No
es que yo sea aficionado al guiñol, pero siempre que me he cruzado con uno, he
prestado atención, no a las figuras ni a lo que decían, sino a la religiosa
atención que los niños sentados en el suelo en semicírculo dispensaban con sus
rostros de inocencia a lo que en el reducido escenario se decía y hacía.
Esta
vez, al igual que el verano pasado, acudí con mi nieto Ander, próximo a cumplir
sus cinco años, a contemplar la representación diaria de un guiñol familiar que
cuenta con gran predicamento entre esa franja de edad de los tres a los diez
años, más o menos. El año pasado tuvo más suerte, pues en el sorteo mediante el
cual se financia el espectáculo, se vio favorecido con un personaje del elenco;
en esta ocasión sus expectativas no se cumplieron, con lo que aprendió una
lección más en esa carrera de experiencias que es la vida.
Pero
–ya lo habrán adivinado ustedes-, no es de esa pequeña decepción infantil de lo
que yo quería hablarles hoy.
Vayamos
al guiñol: la función de hoy es representada por dos personajes, digamos que
uno se llama Pepino y el otro Filipo, y, se supone, son amigos. Ambos aparecen
en escena y Pepino le enseña a Filipo una bolsita que, dice, está llena de
pepitas de oro; se la entrega para que se la guarde puesto que debe ausentarse unos
minutos y desaparece. Entonces, Filipo, esconde la bolsa en una esquina del
escenario y se ausenta seguidamente; al minuto oímos la voz de Pepino que
aparece llamando a su amiguito, se extraña de su ausencia y se pone a buscar la
bolsa. A sus preguntas, los niños le indican que no se encuentra en las
esquinas donde él busca; sospechando algo pregunta a la infantil concurrencia
si es que Filipo se ha llevado la bolsa de las pepitas de oro: “Sí, sí”, gritan
todos al unísono. Entonces aparece Filipo, cantando muy contento, y cuestionado
por Pepino niega que él tenga la bolsa, ni nada que ver con su desaparición.

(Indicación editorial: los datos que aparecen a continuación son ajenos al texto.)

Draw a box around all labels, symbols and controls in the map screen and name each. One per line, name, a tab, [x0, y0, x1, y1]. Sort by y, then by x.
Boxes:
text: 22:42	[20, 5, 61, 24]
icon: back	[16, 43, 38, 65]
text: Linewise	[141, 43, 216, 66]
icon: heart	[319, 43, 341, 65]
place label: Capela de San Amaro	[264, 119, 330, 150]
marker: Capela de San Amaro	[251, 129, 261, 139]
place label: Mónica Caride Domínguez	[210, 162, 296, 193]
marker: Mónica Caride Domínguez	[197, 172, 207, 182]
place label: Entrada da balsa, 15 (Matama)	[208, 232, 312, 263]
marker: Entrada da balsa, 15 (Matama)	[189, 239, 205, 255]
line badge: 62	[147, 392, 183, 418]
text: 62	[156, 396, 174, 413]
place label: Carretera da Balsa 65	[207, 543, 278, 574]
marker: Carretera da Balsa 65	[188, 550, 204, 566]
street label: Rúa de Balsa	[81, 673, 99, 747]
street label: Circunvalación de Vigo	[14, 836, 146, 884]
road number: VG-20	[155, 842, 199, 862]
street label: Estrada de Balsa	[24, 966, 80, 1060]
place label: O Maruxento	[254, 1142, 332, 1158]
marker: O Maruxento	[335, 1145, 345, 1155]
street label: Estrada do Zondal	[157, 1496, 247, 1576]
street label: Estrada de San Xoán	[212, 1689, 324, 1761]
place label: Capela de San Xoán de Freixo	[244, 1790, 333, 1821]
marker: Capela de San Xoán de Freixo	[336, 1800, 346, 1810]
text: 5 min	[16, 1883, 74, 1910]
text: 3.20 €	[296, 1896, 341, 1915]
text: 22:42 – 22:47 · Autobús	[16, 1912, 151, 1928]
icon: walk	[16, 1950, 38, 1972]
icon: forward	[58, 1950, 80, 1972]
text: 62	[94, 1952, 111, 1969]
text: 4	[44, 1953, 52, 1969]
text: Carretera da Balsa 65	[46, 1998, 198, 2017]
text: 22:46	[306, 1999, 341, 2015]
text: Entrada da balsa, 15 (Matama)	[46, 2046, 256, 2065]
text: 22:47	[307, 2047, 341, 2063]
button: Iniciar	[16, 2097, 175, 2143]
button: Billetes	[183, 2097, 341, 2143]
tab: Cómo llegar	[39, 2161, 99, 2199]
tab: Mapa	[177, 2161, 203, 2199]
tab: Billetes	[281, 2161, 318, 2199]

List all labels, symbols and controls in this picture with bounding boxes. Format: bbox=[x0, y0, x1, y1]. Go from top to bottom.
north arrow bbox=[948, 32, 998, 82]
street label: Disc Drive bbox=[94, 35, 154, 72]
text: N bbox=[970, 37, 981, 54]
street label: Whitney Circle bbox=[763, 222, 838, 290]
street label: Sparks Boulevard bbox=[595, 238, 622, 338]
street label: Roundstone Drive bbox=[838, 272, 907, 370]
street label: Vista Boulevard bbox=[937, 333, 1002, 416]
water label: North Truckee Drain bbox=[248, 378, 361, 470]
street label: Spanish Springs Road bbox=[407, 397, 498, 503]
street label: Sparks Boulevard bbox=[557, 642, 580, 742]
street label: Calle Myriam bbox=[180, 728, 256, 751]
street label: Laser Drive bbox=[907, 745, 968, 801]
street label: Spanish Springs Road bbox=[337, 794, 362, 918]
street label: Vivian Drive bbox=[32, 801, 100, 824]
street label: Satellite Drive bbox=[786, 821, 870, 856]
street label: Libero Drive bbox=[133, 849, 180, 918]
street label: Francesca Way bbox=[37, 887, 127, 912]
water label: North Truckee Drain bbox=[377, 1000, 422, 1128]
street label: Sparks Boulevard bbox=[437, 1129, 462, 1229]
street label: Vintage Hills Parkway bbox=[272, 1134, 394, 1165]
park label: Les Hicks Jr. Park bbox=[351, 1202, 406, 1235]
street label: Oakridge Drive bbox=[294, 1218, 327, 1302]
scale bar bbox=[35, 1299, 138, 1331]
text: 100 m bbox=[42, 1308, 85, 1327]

Pero Pepino sospecha algo y pregunta a los niños si Filipo tiene la
bolsa, a lo que consigue un sí unánime. Entonces, Pepino, muy enfadado con su
amigo, le exige la devolución del tesoro, a lo que Filipo se niega; torna a
preguntar a los niños, señalando las esquinas, y en la cuarta, obtiene un sí
total. Ante esto, Filipo no tiene otra opción que admitir su fechoría, por lo
que Pepino, consulta a la audiencia si perdonamos a Filipo: “no, no, no” es la
sentencia infantil. Tres veces se repite la pregunta y tres veces la repuesta
es la misma, si cabe, en un mayor tono de voz.
Entonces
la voz de Pepino, en la que percibo una leve alteración, hace un nuevo intento
por obtener el perdón de ese rígido tribunal, y pregunta: “¿le damos una
segunda oportunidad?” “No, no, no” clama el pueblo congregado. La pregunta se
repite por tres veces con el mismo resultado. La voz de Pepino duda, se
reafirma y decide hacer caso omiso de la sentencia y conceder, como si la
respuesta hubiera sido otra, una segunda oportunidad a Filipo, ante lo que los
dos personajes se funden en un abrazo, siguen siendo amigos, y termina la
función.
No
sé ustedes, pero yo me quedé de piedra ante la rigidez moral del joven
auditorio, y admiré la maestría con que la voz de Pepino solventó la
encrucijada. A Ander la función le gustó mucho, aunque no tuviera suerte en el
sorteo.
A
los pocos días pasé, ya no con mi nieto sino con su abuela, por el lugar de los
hechos. Hablé con alguien, de la familia propietaria del guiñol, y le pregunté
si era normal que los niños mostraran esa, digamos, intransigencia, en el
juicio moral de los hechos, o bien, como yo suponía, fueran más condescendientes
y proclives a la comprensión y el perdón. La respuesta fue que en el guiñol los
niños son muy claros en sus condenas si algún personaje lo merece, y lo que yo
había conocido no era otra cosa que lo habitual.
Desde
entonces me pregunto qué fuerzas o que procesos hacen que esas felices,
cariñosas y encantadoras criaturas se transmuten, en su proceso hasta la edad
adulta, en masas informes de ciudadanos dispuestos a tragar con todo tipo de
iniquidades, injusticias y tropelías como en la realidad sucede.